Tecnicamente falando, essa jornada representa o ápice da direção de Wright. Quando entramos no segundo ato da história, mergulhando de cabeça na viagem, Noite Passada em Soho conta com todas as assinaturas do cineasta: frames inseridos no meio de composições que, por si só, já são criativas, montagens musicais, cortes inesperados e uma mistura de realidade e fantasia povoam a tela. As luzes neon são usadas para pintar as cenas com um vermelho sangrento ou trevas azuis, representando a masculinidade tóxica capaz de não só destruir, mas até perverter os sonhos de jovens mulheres. As sombras são tão densas quanto as luzes são ofuscantes. Wright e Wilson-Cairns, sabiamente, reconhecem como os anos nostálgicos de uma pessoa normalmente representam os pesadelos que ainda assombram outras.
Para esse contraste, Mackenzie e Taylor-Joy são perfeitas. A primeira atriz é perfeita como avatar de inocência, de uma sonhadora, de alguém cujo passatempo é escutar Beatles e assistir a repetecos de Friends, constantemente afirmando ter nascido na época errada. Mais tarde, ela precisa mudar conforme o material entra mais na loucura, e Mackenzie apresenta uma faceta nova de seu arsenal interpretativo, arregalando os olhos e se tornando apropriadamente irreconhecível ao ritmo do desespero de sua personagem atormentada. Exalando sex appeal e confiança, do outro lado, está Taylor-Joy. Assim como Sandie deseja ser o centro das atenções e se deleita em receber os holofotes, a atriz parece estar em casa no centro da tela, dominando os closes com seus traços profundos e olhos marcantes. A dupla funciona como lados da mesma moeda, ambas saindo da fantasia ao serem confrontadas com a realidade suja e sombria da cidade.
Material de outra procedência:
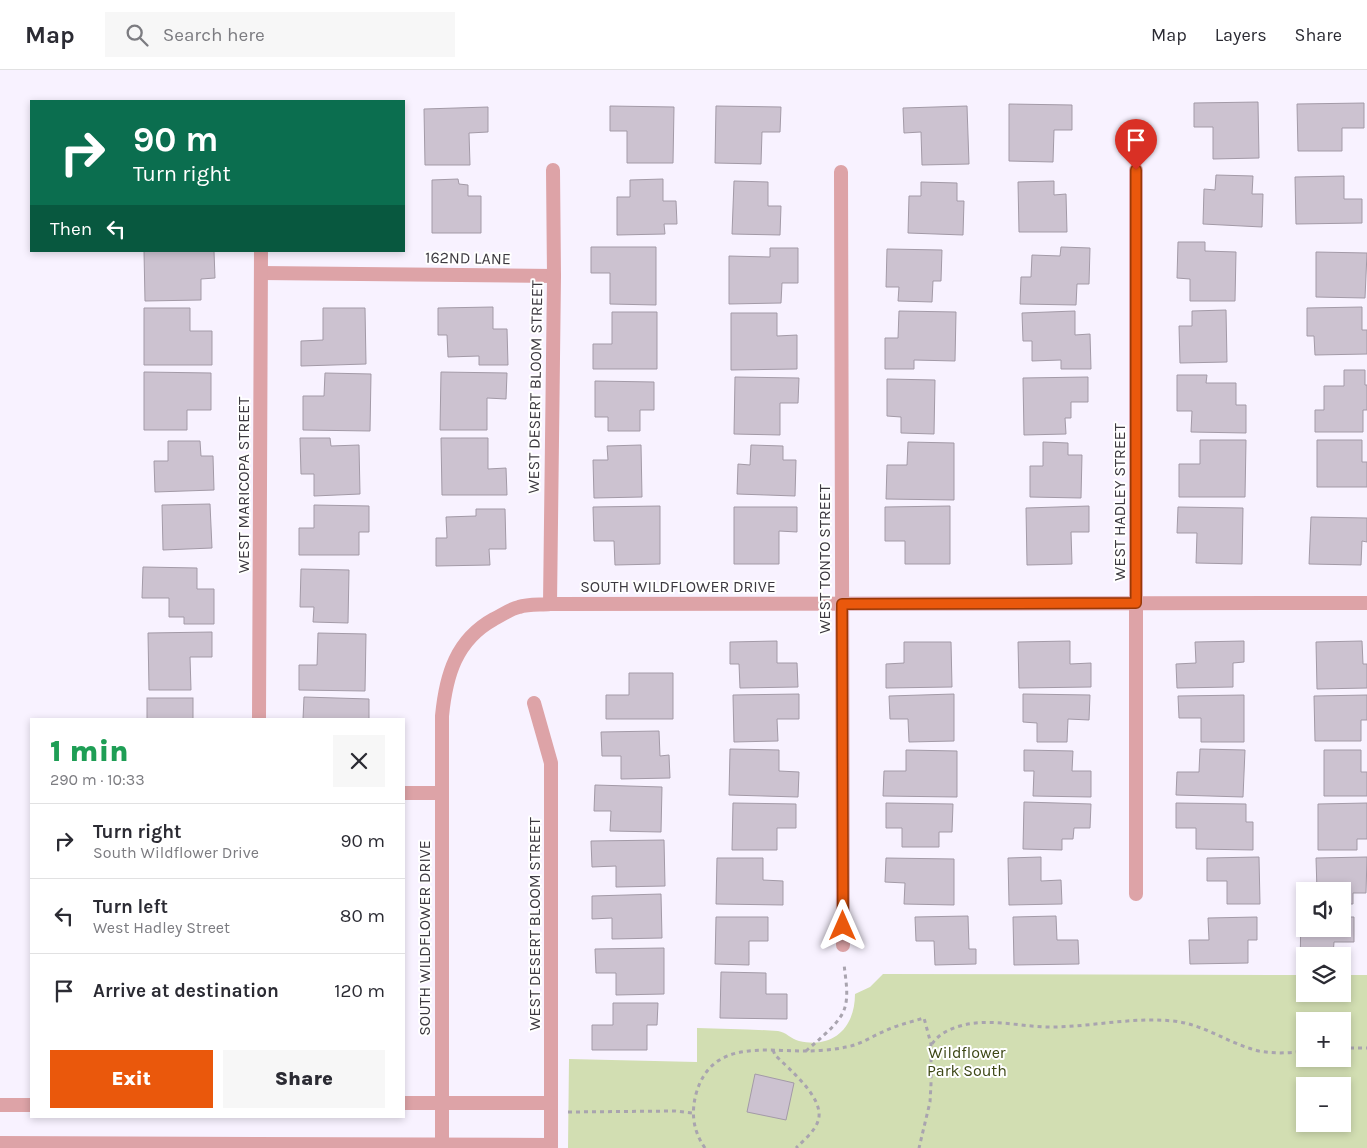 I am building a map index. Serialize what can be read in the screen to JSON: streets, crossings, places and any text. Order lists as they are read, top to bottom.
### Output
{
  "streets": {
    "street": [
      "162ND LANE",
      "WEST DESERT BLOOM STREET",
      "WEST MARICOPA STREET",
      "WEST HADLEY STREET",
      "WEST TONTO STREET",
      "SOUTH WILDFLOWER DRIVE"
    ]
  },
  "crossings": [
    ["162ND LANE", "WEST DESERT BLOOM STREET"],
    ["162ND LANE", "WEST MARICOPA STREET"],
    ["WEST DESERT BLOOM STREET", "SOUTH WILDFLOWER DRIVE"],
    ["WEST HADLEY STREET", "SOUTH WILDFLOWER DRIVE"],
    ["WEST TONTO STREET", "SOUTH WILDFLOWER DRIVE"]
  ],
  "parks": ["Wildflower Park South"],
  "page": {
    "header": "Map",
    "search": "Search here",
    "nav": ["Map", "Layers", "Share"],
    "turn": ["90 m", "Turn right"],
    "then": "Then",
    "heading": ["1 min", "290 m · 10:33"],
    "list": [
      {
        "name": "Turn right",
        "note": "South Wildflower Drive",
        "value": "90 m"
      },
      {
        "name": "Turn left",
        "note": "West Hadley Street",
        "value": "80 m"
      },
      {
        "name": "Arrive at destination",
        "value": "120 m"
      }
    ],
    "map_buttons": ["+", "−"],
    "buttons": ["Exit", "Share"]
  }
}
O terceiro ato, então, confia suas esperanças na capacidade de ambas personagens de quebrarem o paradigma, encontrar a arte e beleza na realidade, se reinventando e interrompendo um ciclo vicioso de abuso. É uma excelente premissa, e por isso a maneira como Wright decide encerrar a obra se torna tão decepcionante. É impossível entrar em detalhes sem falar de spoilers, então por hora basta dizer que uma das reviravoltas de Noite Passada em Soho essencialmente trai a mensagem temática do filme como um todo. Noite Passada em Soho não é um longa com vibe de pregação. Seus temas não estão escondidos, mas a claridade serve mais como uma textura constantemente presente, enriquecendo a obra, visíveis o suficiente para tornar o rumo da conclusão da trama tanto frustrante quanto confuso. O mais curioso, inclusive, é como Wright parece reconhecer isso, tentando resgatar o filme em tempo real com atos de bondade e empatia na busca de redimir personagens e acontecimentos. É tarde demais. O gosto amargo já está na nossa língua.
Esta névoa final não é suficiente para esconder todos os excelentes feitos de Noite Passada em Soho, seu estilo, sua energia e elenco são bons demais para que a obra toda se perca. Mas aqui, pela primeira vez, Wright parece incerto quanto à direção de sua história, deixando o comando narrativo alguns patamares abaixo de seu domínio técnico. Graças ao bom trabalho de personagem e à excelente atuação de Mackenzie, permanecemos na jornada até o fim, apegados à protagonista e seus dilemas. Entretanto, assim como ela nota a realidade sombria das noites coloridas de Soho, os defeitos deste mundo até então imaculado ficam expostos, revelados pelo amanhecer final.